An Introduction to the Amitabha Sutra: Chap. 48: Amitabha Sutra Spoken by Buddha

Amitabha Sutra Spoken by Buddha

In the Amitabha Sutra, Sakyamuni Buddha urged us four times to seek rebirth in the Pure Land. First, “When sentient beings hear these teachings, they must take a vow to be born in this land.” Second, “I have seen this benefit, and so I speak these words. If sentient beings hear what I say, they must make a vow to be born in that land.” Third, “All of you should faithfully accept what I say and what all the Buddhas have said.” And fourth, “All good men and women, if they have faith, must make a vow to be born in that land.” Again and again, the Buddha urged us to seek rebirth in the Pure Land.

Why so often?

Seeing the suffering that all beings in samsara are subject to, the Buddha compassionately strove to do everything possible to teach us how to end our suffering. And encouraged us to do so as quickly as possible. How? Through the Pure Land Dharma door. Through the incredibly wondrous practice of Buddha-name chanting. For when one chants the Buddha-name, one accords with Amitabha Buddha. And as Great Master Ouyi said, “When one accords with Amitabha Buddha in a single thought, one attains rebirth in that thought. And when one accords with Amitabha Buddha in every thought, one attains rebirth in every thought.”
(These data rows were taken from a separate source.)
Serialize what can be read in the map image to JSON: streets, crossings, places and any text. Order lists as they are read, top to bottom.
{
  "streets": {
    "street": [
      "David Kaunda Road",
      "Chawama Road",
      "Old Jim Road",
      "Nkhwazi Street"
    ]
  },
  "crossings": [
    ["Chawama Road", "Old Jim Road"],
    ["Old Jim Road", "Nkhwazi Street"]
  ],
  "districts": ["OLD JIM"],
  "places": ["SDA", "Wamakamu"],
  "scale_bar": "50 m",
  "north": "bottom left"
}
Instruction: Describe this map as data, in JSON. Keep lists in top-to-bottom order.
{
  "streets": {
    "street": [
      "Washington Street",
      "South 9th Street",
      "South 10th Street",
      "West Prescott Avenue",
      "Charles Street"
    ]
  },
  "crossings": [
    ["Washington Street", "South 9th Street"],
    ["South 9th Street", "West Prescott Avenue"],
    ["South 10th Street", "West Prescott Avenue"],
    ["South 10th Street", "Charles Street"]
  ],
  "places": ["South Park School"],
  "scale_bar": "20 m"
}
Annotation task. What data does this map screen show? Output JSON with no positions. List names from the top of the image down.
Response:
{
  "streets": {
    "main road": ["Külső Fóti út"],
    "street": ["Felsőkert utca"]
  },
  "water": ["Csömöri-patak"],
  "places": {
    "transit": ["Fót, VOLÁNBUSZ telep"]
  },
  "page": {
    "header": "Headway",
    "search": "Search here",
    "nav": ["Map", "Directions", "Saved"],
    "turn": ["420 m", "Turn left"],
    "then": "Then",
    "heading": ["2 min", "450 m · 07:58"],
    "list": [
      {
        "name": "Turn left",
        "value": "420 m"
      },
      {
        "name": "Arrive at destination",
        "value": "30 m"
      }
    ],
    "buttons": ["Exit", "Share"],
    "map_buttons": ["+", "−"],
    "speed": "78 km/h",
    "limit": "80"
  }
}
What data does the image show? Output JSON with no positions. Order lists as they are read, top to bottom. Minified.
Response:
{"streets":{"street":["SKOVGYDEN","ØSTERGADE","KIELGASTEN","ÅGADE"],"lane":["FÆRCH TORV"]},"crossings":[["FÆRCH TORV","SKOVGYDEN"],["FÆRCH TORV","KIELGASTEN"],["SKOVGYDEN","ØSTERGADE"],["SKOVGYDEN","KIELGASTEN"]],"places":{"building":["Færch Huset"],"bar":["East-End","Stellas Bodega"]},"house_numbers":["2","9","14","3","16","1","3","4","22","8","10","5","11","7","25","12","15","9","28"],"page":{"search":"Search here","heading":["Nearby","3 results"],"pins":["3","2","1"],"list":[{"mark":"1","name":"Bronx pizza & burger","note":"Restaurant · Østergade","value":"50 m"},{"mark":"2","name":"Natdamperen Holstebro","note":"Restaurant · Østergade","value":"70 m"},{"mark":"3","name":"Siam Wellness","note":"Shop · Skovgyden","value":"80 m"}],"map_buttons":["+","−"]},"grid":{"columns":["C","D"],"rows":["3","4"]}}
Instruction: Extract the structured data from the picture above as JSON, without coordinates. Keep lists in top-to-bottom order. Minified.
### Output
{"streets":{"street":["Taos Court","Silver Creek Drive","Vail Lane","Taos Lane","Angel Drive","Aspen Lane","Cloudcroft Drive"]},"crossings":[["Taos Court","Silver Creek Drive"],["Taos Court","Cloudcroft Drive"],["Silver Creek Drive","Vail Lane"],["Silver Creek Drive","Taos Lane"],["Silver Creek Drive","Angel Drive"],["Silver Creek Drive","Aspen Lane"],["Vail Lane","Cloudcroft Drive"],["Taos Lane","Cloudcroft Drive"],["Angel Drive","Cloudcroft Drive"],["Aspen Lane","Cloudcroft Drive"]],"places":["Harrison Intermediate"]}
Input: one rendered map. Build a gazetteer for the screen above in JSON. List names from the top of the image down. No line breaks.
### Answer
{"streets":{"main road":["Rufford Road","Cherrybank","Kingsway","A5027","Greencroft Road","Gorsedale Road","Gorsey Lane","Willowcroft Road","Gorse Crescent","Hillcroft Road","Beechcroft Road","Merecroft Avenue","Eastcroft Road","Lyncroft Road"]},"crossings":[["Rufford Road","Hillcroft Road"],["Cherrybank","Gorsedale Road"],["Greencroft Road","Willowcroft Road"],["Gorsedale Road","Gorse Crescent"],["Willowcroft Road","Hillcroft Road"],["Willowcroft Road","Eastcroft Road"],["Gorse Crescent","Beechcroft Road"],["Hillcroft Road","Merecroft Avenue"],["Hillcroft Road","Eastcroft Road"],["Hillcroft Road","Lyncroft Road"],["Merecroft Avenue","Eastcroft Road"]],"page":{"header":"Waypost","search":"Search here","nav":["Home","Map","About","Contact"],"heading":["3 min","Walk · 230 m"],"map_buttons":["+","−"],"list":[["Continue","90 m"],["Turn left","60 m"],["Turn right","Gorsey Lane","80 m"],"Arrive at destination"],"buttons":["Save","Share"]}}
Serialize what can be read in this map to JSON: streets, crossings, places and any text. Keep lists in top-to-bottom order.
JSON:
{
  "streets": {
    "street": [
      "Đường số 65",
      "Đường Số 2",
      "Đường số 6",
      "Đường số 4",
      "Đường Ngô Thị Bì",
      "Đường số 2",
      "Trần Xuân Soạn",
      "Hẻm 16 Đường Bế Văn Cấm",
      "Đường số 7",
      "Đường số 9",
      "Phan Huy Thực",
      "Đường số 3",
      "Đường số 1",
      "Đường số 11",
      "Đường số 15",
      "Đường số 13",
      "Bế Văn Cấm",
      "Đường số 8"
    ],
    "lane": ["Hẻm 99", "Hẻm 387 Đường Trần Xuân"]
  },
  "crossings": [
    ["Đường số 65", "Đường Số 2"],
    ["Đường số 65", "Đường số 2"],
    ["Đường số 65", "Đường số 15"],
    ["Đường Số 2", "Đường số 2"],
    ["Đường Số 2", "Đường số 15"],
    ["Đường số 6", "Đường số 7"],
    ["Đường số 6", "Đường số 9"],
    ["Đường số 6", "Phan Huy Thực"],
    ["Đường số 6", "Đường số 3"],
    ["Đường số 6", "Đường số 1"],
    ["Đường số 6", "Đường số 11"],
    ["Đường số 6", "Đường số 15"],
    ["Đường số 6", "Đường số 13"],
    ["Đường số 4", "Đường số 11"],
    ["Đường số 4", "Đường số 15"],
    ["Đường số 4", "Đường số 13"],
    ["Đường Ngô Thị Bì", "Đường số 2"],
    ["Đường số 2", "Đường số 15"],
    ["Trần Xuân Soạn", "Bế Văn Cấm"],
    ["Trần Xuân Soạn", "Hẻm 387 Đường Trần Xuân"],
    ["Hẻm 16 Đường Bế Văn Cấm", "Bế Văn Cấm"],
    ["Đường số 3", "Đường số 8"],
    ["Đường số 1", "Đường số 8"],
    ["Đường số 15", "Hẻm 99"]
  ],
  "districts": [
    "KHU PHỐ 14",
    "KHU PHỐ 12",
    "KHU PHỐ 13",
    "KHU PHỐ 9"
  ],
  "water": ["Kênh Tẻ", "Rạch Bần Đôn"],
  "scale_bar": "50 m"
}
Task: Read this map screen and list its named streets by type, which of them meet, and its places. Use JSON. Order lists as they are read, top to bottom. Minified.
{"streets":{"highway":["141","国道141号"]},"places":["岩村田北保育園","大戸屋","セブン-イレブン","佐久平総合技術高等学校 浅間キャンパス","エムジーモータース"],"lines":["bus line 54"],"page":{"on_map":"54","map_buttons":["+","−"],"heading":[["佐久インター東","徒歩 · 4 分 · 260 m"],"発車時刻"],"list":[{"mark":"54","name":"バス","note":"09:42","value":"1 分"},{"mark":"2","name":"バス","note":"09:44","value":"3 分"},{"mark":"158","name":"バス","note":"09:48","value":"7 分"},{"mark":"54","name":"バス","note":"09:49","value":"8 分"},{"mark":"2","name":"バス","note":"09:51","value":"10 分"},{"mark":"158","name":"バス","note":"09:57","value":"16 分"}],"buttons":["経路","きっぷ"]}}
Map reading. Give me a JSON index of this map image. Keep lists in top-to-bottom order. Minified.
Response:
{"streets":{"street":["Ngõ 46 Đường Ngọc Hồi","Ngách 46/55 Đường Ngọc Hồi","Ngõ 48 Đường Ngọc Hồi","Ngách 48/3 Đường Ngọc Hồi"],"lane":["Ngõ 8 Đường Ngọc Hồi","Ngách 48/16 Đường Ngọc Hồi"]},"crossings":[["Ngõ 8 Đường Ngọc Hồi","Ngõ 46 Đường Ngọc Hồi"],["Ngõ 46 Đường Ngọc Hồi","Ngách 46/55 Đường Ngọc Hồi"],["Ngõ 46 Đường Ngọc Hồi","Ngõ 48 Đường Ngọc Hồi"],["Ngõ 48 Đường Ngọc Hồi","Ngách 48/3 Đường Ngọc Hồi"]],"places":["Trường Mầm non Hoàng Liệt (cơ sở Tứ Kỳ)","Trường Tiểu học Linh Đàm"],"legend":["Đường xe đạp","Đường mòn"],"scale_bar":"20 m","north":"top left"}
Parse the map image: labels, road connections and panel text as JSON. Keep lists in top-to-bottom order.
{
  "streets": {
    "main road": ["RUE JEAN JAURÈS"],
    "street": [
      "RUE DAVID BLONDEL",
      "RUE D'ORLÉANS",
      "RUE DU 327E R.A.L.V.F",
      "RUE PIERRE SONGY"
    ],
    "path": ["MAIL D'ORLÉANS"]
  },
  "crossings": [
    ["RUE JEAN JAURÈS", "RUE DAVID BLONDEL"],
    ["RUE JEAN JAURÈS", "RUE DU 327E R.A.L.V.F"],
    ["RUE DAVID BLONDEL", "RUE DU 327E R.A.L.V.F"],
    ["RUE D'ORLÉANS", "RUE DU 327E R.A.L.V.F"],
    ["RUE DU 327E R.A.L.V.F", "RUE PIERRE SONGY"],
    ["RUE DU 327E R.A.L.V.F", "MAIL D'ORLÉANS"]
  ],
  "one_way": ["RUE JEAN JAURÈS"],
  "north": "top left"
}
When we finally accomplish this, no obstruction will remain between us and the Land of Ultimate Bliss. Our mind will be in accord with Amitabha Buddha’s mind. Thus, our mind is the mind of Amitabha Buddha.

Our vows are the vows of Amitabha Buddha.

Our practice is the practice of Amitabha Buddha.

Our thoughts are the thoughts of Amitabha Buddha.

Think about this: Will you be able to attain rebirth in the Pure Land?

Yes, definitely.


When about to complain,

remember “That’s my karma.”

Unappealing events assail us all the time. When they do, it can be very tempting to grumble, “Why me?” To which we might raise an eyebrow and query, “Who else? Everything that happens to us is a consequence of the causes we created, the seeds we planted. Having planted onion seeds last year in our flower beds, it would be silly to wander out the back door of our house this year and demand, “What are all those onions doing in my flower beds!” We planted them. No one snuck in under cover of darkness and sowed those seeds in our impregnable back yard. We’re the only person in the universe who can plant seeds in our private garden. No one else. Similarly, no one else can tend our garden. Planting, watering, fertilizing, and weeding depend on us alone. So the next time something unexpected pops up in the garden of our life, we can wisely nod and acknowledge, “Yup. That’s my karma.”


Before attempting to fix the issues around us,

we need to fix those inside us

Our underlying aspiration is to help all beings end their suffering. A noble goal. But before we can hope to fix even small problems in the world, we need to fix the problems within us. How can I tell others how to resolve their conflicts when anger still smolders within me? How can I end discrimination when I view everything in terms of like and dislike, smiling at some while ignoring others? How can I resolve ecological issues when I squander natural resources and treat Earth like a garbage dump? How can I correct government corruption and deceit when I avoid paying taxes and am not truthful with my family and co-workers. Until we clean our own house, people will not listen to us when we tell them how to clean theirs. And why should they? We influence others through our behavior. Yes, words are important, but they need to be supported by actions. And if our actions are altruistic and pervasive, words can become unnecessary.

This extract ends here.